Later on, working on Newton’s First Law of Motion, I really shone when we encountered the word snowshoes. It took me two drawings to explain snowshoes to Andre, who’d never encountered the word, but I eventually conveyed the idea. I imagined that few of the other GED students around us, English speakers all, would know what a snowshoe was.
We moved on to Newton’s Second Law concerning mass, force, and acceleration. We encountered the measurement of force called newtons. Andre turned to me and mentioned another measurement term, pascals. He asked me if Newton was British, and I answered yes. I assumed he was implying that in English-speaking countries, we say newtons, and in French-speaking countries, they say pascals. But some googling when I got home set me straight. They’re two different things, but don’t ask me to define them. I do know who Pascal was, but that has more to do with his famous wager than with measurements of mass and force.
We almost completed the packet, working past the normal two-hour session. Andre comes to GED class every day, always dressed in a suit and tie. He attracts some attention from some of the ladies in class based on his natty appearance. He works the entire two-hour session. He plans to take the science test next week. If he passes, I may never see him again. I wish him very well, as I’m sure you do too.
Andre’s country is not on the new travel ban list, but I don’t know his immigration status and am of course a little worried about it. He comes from a troubled country which has taken time to recover from its colonial past, like Haiti and Afghanistan and other countries on the list. Andre and the American students I see each week (who also come from a troubled country) deserve every break due to their diligence and courage. I learned from our science packet that applying effort force results in moving a load some distance. Some students have ahead of them an onerous load to move a long distance: some are still practicing, for example, their short a sound, but maybe eventually they’ll be working on newtons, joules (a measurement of energy), and solubility. Because everyone who’s graduated from high school knows all about them, right?

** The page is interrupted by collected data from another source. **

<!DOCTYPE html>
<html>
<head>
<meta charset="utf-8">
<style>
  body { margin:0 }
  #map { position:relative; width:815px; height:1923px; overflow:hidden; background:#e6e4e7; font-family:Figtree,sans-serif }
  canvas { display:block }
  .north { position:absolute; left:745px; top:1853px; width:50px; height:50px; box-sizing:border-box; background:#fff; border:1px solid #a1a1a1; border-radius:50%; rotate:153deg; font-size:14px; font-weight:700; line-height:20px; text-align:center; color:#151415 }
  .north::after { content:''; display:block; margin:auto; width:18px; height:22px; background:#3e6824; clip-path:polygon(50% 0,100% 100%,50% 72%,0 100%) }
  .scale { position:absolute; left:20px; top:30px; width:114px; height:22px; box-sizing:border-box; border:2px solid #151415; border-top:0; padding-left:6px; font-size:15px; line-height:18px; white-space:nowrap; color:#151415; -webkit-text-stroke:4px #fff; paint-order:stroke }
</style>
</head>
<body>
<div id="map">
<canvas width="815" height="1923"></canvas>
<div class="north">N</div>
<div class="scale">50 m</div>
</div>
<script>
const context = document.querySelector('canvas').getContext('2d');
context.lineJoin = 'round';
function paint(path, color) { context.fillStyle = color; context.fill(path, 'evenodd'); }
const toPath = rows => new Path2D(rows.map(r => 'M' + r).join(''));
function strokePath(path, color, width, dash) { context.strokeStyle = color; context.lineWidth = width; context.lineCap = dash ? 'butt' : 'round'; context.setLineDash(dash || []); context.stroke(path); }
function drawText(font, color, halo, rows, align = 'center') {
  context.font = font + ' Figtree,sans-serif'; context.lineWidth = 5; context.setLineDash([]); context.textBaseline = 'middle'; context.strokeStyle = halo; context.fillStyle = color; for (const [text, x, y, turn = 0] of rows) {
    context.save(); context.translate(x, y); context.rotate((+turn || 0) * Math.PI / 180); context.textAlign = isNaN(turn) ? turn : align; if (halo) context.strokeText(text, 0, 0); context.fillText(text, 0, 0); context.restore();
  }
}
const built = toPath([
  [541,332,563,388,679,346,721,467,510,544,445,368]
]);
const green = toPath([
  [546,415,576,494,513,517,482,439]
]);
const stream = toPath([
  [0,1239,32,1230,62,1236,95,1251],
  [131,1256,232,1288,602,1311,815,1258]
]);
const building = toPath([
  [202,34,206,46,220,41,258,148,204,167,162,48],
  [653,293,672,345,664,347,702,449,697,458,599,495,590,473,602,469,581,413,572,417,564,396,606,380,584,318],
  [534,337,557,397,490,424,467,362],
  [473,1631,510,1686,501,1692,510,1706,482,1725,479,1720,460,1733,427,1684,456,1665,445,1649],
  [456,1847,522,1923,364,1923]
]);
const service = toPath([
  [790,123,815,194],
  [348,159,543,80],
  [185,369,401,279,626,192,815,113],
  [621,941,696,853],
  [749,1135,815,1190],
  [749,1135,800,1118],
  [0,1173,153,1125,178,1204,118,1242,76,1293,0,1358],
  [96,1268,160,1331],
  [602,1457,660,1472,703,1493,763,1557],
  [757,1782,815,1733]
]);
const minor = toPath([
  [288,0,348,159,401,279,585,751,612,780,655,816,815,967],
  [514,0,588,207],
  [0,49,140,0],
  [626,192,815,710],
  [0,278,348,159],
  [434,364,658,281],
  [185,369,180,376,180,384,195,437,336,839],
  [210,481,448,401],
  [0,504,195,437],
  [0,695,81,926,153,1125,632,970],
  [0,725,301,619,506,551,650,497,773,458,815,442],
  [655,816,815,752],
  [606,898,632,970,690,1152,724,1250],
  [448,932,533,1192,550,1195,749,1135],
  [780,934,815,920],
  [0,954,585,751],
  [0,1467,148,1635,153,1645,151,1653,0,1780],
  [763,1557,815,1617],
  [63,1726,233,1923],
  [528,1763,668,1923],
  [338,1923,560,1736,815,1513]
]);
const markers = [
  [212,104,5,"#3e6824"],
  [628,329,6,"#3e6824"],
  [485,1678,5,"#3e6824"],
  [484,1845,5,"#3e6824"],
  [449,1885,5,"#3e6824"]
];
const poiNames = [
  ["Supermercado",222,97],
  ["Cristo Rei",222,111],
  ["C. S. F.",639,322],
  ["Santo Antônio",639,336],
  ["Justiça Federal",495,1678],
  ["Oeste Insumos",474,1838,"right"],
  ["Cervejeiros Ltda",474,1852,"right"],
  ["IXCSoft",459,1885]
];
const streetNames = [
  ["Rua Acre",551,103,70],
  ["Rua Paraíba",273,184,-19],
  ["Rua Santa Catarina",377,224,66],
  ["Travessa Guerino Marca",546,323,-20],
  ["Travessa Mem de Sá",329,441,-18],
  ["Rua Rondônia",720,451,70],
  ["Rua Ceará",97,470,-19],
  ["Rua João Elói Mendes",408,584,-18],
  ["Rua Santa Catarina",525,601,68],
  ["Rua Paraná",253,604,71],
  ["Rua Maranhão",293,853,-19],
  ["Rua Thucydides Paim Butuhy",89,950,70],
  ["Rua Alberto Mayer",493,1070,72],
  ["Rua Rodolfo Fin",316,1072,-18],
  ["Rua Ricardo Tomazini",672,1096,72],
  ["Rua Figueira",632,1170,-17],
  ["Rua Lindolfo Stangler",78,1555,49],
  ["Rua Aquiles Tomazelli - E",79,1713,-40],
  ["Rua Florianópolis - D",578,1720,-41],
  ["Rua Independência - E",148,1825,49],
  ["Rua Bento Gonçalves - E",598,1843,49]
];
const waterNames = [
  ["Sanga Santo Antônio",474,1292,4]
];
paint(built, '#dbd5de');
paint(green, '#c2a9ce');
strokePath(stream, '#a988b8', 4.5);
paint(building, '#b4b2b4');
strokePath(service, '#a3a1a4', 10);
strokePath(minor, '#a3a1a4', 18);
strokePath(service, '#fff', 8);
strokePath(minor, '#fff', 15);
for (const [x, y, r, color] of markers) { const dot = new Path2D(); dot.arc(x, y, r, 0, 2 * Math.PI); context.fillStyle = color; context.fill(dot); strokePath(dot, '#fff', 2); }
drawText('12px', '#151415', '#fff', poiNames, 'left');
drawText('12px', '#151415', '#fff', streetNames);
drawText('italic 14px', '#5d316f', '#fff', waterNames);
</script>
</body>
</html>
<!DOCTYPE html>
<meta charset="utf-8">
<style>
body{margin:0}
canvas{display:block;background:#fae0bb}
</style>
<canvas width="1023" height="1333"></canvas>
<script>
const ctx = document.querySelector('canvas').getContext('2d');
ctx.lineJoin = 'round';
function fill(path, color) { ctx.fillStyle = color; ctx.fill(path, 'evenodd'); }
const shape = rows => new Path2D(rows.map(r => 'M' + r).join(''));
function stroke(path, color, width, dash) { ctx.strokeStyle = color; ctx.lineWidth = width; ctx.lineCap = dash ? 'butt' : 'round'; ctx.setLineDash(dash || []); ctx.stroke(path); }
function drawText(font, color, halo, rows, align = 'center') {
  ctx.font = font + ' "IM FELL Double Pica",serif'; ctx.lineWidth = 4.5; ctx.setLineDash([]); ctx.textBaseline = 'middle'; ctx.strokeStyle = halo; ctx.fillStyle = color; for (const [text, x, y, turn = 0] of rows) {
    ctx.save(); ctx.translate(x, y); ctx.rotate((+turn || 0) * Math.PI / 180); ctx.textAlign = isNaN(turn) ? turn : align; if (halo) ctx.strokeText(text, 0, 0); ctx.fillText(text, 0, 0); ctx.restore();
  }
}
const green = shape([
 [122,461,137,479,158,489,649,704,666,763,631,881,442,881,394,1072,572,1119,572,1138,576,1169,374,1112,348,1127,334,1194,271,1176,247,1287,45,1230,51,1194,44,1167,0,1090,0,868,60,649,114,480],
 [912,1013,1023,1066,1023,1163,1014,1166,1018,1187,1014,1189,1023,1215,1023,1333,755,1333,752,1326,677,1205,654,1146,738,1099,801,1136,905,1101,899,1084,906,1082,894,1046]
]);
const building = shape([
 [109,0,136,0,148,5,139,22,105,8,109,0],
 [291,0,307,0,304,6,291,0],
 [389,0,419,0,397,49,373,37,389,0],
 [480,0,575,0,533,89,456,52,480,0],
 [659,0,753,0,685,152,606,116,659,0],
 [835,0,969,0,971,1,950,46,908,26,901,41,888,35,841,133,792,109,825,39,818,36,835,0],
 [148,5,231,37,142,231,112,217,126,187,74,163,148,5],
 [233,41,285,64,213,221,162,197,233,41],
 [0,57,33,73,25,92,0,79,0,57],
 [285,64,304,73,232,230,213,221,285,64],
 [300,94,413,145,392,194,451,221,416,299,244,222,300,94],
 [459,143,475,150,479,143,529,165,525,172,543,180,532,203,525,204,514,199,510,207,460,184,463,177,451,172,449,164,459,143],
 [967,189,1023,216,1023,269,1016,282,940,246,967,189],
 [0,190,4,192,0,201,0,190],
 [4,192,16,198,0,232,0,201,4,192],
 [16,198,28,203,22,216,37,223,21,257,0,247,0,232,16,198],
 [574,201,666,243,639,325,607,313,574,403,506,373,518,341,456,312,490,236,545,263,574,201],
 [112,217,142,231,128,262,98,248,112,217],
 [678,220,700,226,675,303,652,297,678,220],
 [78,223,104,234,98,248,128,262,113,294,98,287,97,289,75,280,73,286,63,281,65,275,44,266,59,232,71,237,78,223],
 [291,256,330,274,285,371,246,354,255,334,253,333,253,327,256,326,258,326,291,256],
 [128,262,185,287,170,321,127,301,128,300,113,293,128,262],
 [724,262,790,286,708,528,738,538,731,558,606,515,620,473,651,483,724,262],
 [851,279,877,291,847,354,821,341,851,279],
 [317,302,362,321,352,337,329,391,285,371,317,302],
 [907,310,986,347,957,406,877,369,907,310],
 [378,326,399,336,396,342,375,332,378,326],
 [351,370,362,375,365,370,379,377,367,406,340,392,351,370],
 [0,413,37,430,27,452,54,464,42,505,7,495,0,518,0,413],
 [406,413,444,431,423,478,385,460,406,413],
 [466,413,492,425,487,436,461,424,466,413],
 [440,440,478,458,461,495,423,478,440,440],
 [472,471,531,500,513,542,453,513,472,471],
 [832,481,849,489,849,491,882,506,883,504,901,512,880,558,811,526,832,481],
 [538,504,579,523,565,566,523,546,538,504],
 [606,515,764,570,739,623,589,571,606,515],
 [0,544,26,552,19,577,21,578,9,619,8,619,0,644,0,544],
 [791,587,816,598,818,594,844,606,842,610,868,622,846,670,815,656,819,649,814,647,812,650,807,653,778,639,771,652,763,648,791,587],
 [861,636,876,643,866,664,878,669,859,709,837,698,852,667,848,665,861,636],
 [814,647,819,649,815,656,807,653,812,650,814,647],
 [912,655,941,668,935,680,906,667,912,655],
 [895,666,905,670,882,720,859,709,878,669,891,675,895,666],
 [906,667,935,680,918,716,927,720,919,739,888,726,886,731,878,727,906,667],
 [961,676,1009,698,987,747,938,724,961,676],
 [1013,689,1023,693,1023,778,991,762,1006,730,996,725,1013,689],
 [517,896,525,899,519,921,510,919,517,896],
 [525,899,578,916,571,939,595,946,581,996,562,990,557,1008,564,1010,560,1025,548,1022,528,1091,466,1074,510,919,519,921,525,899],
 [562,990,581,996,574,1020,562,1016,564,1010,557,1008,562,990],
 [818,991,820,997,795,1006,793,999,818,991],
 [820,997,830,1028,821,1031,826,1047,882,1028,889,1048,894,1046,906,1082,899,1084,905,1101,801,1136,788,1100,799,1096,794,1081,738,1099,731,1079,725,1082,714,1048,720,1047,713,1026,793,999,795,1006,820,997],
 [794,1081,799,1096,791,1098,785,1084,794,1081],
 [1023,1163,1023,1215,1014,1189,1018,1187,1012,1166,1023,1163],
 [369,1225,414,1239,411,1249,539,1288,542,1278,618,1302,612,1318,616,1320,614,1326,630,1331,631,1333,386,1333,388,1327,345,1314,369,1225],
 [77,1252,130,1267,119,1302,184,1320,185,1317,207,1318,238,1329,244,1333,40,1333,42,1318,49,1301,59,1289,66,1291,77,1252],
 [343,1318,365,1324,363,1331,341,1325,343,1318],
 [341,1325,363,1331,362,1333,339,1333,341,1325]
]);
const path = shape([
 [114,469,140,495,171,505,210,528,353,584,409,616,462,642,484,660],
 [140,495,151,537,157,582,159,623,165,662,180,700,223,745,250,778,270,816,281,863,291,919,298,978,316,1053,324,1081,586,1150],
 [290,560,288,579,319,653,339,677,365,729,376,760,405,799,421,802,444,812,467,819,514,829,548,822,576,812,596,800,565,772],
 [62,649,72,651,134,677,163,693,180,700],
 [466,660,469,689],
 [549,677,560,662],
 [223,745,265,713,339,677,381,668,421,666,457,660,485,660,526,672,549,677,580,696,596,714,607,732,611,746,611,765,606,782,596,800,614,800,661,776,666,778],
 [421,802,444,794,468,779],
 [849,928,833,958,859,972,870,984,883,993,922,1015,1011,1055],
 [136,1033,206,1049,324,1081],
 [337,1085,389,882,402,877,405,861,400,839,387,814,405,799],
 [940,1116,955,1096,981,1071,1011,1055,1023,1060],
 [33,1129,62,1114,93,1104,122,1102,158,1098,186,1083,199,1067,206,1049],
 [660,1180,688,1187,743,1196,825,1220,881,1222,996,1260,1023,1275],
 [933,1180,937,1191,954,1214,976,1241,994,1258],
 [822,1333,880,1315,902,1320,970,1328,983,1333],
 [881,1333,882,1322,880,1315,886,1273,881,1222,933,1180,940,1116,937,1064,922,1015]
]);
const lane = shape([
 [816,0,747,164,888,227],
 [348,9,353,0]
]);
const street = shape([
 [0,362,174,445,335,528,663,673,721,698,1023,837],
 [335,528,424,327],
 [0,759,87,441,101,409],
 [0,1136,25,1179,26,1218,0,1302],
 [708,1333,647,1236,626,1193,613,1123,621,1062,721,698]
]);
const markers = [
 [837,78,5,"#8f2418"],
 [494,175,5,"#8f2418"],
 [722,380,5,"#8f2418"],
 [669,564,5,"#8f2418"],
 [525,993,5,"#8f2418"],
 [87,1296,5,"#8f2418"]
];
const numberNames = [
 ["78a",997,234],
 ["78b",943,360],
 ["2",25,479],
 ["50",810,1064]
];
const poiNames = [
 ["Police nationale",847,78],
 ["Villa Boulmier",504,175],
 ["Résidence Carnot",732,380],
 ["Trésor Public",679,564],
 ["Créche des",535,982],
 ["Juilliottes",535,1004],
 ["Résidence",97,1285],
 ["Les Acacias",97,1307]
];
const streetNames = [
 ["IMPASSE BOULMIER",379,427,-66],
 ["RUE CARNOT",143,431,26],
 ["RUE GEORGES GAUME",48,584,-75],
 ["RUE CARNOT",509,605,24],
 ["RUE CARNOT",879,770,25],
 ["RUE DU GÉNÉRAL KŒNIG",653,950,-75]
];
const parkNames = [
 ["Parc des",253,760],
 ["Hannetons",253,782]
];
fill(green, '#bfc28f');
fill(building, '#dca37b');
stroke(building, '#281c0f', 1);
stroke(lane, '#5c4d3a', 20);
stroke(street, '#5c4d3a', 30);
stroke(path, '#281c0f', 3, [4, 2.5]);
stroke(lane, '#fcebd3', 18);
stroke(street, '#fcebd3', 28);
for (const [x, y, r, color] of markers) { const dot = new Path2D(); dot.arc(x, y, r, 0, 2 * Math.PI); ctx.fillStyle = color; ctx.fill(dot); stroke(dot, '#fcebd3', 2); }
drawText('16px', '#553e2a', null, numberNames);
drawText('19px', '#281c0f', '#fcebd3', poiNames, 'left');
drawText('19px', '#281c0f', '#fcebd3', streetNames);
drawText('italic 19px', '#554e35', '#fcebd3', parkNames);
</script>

Thanks, Jewel. Pascal was a Renaissance man, philosopher and scientist (hence the pascal measurement) all in one. We should let Roger explain Pascal’s wager, but the pop culture version is that you might as well believe in God, because then you can get to heaven. If you don’t believe in God and you’re right and there’s no hell, you’re in luck. But if there is a God, you’ve made a bad bet.
Really like this post and the work you’re doing. Now, about Pascal’s wager. I know nothing about it. Please enlighten.